Genelkurmay Başkanlığının internet sitesine göre TSK’nın personel mevcudu; Kara, Deniz ve Hava Kuvvetlerinde 203 general ve amiral, 26 bin 278 subay, 64 bin 999 astsubay, 47 bin 570 uzman erbaş ile 16 bin 149 sözleşmeli er ve erbaş görev yapıyor. Yaklaşık 160 binlik bu kitlenin yüzde 15’i 24 bin kişi eder. Bu hiç azımsanmayacak bir sayıdır.
Özellikle 15 Temmuz sonrasının yarattığı beka sorunu ordu içinde Erdoğan olmadan bu mücadelenin başarılı olamayacağı inancı güçlenmiştir. Böylece ordu içinde iki temel yarılma noktasına (laiklik ve üniter yapı) bir üçüncüsü daha eklenmiş oldu. Erdoğan taraftarlığı ve karşıtlığı!

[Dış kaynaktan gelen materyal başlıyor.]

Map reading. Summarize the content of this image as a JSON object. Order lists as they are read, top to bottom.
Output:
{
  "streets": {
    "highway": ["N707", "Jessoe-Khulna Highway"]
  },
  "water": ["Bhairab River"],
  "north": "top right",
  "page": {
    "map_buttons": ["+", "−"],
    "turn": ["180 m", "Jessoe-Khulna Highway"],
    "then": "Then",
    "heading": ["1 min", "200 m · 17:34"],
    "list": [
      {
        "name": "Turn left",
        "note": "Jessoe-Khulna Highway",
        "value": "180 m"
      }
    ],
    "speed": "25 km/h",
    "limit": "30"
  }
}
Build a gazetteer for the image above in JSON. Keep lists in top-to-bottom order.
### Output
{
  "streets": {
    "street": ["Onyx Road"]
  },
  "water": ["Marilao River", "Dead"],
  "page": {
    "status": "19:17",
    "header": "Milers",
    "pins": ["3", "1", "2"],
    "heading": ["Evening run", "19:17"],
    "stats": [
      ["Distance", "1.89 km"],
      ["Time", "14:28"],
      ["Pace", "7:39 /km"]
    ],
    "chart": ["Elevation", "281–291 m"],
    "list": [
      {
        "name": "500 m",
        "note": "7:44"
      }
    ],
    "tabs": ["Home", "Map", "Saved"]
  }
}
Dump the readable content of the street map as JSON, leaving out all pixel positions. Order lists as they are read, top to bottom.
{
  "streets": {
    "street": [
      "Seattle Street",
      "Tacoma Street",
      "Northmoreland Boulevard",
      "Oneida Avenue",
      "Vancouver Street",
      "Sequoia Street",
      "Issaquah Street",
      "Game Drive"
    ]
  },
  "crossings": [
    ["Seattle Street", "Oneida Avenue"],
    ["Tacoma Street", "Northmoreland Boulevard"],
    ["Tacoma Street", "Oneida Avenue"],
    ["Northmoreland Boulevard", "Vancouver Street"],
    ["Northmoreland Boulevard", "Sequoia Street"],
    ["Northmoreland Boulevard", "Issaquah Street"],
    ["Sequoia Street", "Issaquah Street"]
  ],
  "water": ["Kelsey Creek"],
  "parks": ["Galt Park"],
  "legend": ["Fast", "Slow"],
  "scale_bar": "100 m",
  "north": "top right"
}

Gürcan’a göre Erdoğan’ın 15 Temmuz sonrası orduya yönelik izlediği politikayı destekleyenler, alt rütbelerde yüzde 50 civarında. Desteklemeyenler de yüzde 50.
Üzerinden 10 yıl geçmesine rağmen hala süren FETÖ operasyonlarından anlıyoruz ki (en son,- 23 Mayıs 2025- ülke çapında rütbeli 59 muvazzaf subay ve astsubayın daha gözaltına alındığı duyuruldu) TSK, İslami ideolojiyi geçmişteki gibi sadece diyanet temelli, resmi İslam düzeyinde, -Makyevelistce- değil, onu bir dünya görüşü olarak da benimsemiş. Beklenmedik derecede bünyesine içselleştirmiş! Anlaşılıyor ki bu durum devrimci hareketin gözden kaçırdığı ciddi bir sosyolojik gerçektir. 15 Temmuzdan önce İslam ve tarikat olgusunun TSK içinde bu denli dal budak saracağı tahmin edilememiştir. Batıcı laik cenah bile bu konuda büyük bir gaflet yaşamıştır. Toz kondurmadıkları ordunun içerden büyük bir çürüme içine girdiğini görememişlerdir. 15 Temmuz sonrası askeri liseleri kaldırıp harp okullarını kendi denetimine alan AKP, bu sefer kendi taraftarlarının çocuklarını TSK’nın içine yerleştirmeye başladı. FETÖ’nün geçmişte gizli gizli yaptığı bu yerleştirmeler, AKP eliyle kendi taraftarları lehine hiçbir gizliliğe gerek duyulmadan bu sefer açıktan yapılmaya başlandı. Ordu böylece ikinci kez, ama bu sefer FETÖ gibi bariz ABD etkisi altında olmayan, daha ziyade “yerli ve milli” özellikler taşıyan başka tür bir İslam’ın asimilasyonuna tabi oldu. Maruz kaldığı bu ideolojik transformasyonu incelemek, ülkenin geleceği açısından gayet önemli. Keza diğer devlet kurumları ve ideolojik aygıtlar gibi ordu da kendini siyasal dönüşümlerin dışında tutamamıştır. Bunca olaydan sonra (Tuzla Piyade okulundaki olay, Mezuniyet törenindeki olay ve hakkında alınan kararın sadece bir oy farkla kabul edilmesi, HÜDA-PAR ile yan yana fotoğraf çektirmeleri vb.) yakın gelecekte hiç kimse TSK’nın bir Pakistan ordusuna dönüşmeyeceğinin garantisi veremez!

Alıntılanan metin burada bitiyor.